François Truffaut Collection (Blu-ray Review)
Director
François TruffautRelease Date(s)
1970-1978 (February 14, 2023)Studio(s)
Les Films du Carrosse/United Artists (Kino Lorber Studio Classics)- Film/Program Grade: A-
- Video Grade: A-
- Audio Grade: B+
- Extras Grade: C
Review
A set of four films on two Blu-ray discs, François Truffaut Collection neatly compliments Artificial Eye’s big UK boxed set of eight films (The François Truffaut Collection) from 2014; there’s no overlap of titles. This set, from Kino Lorber, consists of The Wild Child (1970), Small Change (1976), The Man Who Loved Women (1977), and The Green Room (1978).
The Wild Child (L’Enfant sauvage, 1970) is both an unusual Truffaut film yet one that also follows the filmmaker’s empathy for children and harks back to his first feature, The 400 Blows (1959). In other ways it anticipates some of the themes and stylistic choices found in David Lynch’s The Elephant Man (1980). Both films are in black-and-white, incorporate silent cinema film language, and with historical verisimilitude document a doctor’s attempt to integrate an outcast back into society, only to question the morality of his methods.

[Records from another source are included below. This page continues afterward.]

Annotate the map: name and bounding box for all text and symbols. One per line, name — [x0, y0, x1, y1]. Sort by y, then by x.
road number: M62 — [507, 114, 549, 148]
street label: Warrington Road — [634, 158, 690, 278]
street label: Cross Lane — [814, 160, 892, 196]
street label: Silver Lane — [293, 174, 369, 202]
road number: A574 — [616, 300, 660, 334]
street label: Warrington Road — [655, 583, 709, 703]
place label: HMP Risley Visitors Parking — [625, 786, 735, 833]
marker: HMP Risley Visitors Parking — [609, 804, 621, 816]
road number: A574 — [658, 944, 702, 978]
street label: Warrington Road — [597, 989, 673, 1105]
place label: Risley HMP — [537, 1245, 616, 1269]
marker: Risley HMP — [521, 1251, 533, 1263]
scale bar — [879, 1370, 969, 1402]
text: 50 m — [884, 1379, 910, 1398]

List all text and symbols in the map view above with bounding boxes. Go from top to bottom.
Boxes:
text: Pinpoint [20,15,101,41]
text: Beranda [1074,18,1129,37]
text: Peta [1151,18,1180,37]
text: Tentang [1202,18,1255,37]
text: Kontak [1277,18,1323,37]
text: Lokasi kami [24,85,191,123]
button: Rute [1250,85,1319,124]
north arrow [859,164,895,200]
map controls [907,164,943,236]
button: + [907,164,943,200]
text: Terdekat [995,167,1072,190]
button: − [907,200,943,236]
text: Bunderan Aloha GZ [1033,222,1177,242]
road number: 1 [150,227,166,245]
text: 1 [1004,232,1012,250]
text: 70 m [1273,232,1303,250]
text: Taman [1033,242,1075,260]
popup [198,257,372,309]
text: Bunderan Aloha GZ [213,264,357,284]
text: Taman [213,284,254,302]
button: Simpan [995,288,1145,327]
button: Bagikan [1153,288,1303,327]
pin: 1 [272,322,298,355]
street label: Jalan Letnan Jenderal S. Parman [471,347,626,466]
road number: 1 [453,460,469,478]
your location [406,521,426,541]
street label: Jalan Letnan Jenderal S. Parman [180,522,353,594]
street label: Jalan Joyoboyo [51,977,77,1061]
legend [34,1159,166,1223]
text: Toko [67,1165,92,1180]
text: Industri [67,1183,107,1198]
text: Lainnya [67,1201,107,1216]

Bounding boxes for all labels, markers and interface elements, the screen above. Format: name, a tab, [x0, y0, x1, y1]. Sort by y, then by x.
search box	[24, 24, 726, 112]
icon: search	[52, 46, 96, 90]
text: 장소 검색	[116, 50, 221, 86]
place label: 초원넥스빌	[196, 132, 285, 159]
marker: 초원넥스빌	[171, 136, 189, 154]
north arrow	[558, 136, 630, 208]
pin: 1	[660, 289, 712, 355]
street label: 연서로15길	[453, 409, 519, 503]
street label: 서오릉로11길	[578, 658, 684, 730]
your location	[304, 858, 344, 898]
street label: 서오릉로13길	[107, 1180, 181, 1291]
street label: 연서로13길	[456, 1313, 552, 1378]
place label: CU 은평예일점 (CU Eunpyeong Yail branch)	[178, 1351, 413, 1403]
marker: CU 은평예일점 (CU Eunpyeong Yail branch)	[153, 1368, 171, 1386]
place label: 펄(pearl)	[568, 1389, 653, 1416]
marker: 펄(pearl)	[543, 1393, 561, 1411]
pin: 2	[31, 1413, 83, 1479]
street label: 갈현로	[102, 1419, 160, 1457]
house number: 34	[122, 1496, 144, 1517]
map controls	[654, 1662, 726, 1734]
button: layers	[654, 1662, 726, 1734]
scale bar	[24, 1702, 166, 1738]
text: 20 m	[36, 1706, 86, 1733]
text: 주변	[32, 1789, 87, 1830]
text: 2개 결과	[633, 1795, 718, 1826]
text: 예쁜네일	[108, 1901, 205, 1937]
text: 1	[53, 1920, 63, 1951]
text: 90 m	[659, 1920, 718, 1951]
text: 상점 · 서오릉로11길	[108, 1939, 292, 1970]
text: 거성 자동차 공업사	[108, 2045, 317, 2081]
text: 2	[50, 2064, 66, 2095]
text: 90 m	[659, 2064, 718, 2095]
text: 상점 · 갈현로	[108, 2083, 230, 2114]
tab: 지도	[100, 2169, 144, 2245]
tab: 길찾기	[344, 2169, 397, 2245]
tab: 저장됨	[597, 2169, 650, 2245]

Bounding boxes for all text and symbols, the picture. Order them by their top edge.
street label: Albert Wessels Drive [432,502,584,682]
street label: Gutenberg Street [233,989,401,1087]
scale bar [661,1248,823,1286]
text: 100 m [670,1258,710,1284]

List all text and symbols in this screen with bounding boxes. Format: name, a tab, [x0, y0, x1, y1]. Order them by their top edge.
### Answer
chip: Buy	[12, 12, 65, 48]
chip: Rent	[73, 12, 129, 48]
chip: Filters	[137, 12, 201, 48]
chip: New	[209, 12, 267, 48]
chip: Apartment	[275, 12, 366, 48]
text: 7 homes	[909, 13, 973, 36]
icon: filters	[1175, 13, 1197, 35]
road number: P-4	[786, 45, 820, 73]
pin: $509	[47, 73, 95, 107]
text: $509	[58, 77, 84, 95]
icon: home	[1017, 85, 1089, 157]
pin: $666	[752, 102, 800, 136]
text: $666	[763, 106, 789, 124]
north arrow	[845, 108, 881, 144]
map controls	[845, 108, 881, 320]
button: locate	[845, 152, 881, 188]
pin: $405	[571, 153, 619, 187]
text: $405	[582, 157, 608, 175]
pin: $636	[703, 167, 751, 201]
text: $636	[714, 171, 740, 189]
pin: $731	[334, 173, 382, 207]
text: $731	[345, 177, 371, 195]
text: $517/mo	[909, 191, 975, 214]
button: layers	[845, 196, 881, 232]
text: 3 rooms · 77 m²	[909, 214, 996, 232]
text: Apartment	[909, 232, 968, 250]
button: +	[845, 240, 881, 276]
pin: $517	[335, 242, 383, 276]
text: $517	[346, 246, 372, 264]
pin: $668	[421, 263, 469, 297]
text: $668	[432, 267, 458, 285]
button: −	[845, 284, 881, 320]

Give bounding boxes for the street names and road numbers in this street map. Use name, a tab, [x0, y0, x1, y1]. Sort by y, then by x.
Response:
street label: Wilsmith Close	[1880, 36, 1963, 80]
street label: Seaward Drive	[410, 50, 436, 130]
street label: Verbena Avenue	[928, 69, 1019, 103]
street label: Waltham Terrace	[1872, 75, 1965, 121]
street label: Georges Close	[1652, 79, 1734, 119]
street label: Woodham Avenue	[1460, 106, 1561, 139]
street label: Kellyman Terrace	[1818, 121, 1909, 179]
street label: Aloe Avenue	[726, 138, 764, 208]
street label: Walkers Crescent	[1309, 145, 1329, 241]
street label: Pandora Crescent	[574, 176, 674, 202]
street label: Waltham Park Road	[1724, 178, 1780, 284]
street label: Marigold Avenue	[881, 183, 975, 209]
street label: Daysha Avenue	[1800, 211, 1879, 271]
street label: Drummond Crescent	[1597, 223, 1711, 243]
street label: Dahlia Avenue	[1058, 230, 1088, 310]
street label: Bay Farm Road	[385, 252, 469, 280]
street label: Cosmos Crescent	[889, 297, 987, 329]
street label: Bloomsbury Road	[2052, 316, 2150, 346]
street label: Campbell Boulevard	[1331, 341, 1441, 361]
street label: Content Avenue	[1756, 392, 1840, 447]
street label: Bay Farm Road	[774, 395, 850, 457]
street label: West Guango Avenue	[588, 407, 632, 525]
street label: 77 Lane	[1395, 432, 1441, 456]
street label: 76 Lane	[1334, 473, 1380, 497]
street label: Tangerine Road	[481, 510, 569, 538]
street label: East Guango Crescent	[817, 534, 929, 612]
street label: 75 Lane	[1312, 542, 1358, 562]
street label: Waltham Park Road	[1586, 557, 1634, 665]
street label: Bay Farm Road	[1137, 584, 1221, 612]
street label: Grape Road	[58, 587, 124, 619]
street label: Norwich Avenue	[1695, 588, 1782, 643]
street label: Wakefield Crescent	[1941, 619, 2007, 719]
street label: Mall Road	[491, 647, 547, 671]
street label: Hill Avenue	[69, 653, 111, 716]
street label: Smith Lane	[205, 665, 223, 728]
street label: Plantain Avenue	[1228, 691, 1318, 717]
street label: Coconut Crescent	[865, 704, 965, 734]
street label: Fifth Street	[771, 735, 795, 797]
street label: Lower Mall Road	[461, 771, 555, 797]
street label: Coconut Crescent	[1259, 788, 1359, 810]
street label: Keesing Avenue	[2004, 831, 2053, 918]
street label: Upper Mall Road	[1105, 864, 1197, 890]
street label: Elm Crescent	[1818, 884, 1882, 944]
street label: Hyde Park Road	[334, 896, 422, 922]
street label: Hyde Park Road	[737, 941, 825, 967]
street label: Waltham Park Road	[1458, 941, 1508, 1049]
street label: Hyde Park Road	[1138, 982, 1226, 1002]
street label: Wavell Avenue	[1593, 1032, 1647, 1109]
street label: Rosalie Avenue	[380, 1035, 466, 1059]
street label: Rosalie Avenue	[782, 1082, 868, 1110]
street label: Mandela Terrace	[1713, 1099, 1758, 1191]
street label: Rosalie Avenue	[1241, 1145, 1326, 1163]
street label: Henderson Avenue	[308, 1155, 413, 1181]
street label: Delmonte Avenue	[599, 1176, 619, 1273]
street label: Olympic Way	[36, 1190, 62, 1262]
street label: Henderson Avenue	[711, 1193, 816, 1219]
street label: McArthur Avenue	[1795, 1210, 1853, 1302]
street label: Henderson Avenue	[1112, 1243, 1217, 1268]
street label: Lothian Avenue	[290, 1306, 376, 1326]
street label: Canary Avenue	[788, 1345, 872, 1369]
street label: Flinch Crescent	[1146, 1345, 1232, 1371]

Truffaut’s film is based on the true story of a roughly 11-year-old apparently feral child, “Victor of Aveyron,” discovered in 1798 in the forest living like an animal, unable to speak or comprehend language and possibly deaf. His case is taken up by Dr. Jean Marc Gaspard Itard (Truffaut himself), who takes the child home and with Madame Guérin (Françoise Seigner), his housekeeper, resolves to educate the boy and, perhaps, reintegrate him back into society.
Wisely, Truffaut’s approach is emphatically unsentimental. Mostly he shows Itard’s efforts to teach the boy, whom he names “Victor,” to form words, to remember letters, to become accustomed to wearing shoes, etc., and the mostly very small breakthroughs and frequent, sometimes frustrating set-backs. Itard is determined to help Victor but he’s also a taskmaster, grilling him sun-up to sundown, tiring Victor mentally and physically, as if to make up for all those lost years. Truffaut said the experience of acting out such scenes was unique for a filmmaker, as he felt as if he were, for the first time, directing in front of the camera rather than behind it.
Jean-Pierre Cargol, a local Romani and non-professional actor, gives a remarkable performance as Victor, mainly because his reactions are so utterly unpredictable. In other films working from a similar premise (for example, a prehistoric man discovered in the ice is unthawed and brought back to life in modern times, the basis for several films), their reactions are amusing because they’re almost always logical. But Victor often doesn’t respond to stimuli in expected ways; he doesn’t even walk predictably, affecting an unusual gait that seems part-human, part-chimpanzee yet like neither.
In recent years, the phenomenon of “feral children,” particularly in Europe during the 18th and 19th centuries, has largely been disproven, that other explanations are more likely. In Victor’s case, modern scientists since Truffaut’s film now believe he was probably autistic, which would account for much of his behavior in the film, and that he was likely abandoned by his family in the woods after they slit his throat in an unsuccessful attempt to be rid of him.
Filmed in black-and-white (presented here in 1.66:1 widescreen, though some sources suggest it was meant to be seen in standard 1.37:1 format) by Néstor Almendros, his first of eight films for Truffaut, it resembles a silent film, the director even incorporating irises to transition between scenes, though Truffaut frequently did that in other films. There’s considerable distance between the end of the 18th century and the first decades of the 20th, but the decision to shoot The Wild Child this way adds to its authenticity somehow, while the irising reflects Victor’s mental journey and limited comprehension.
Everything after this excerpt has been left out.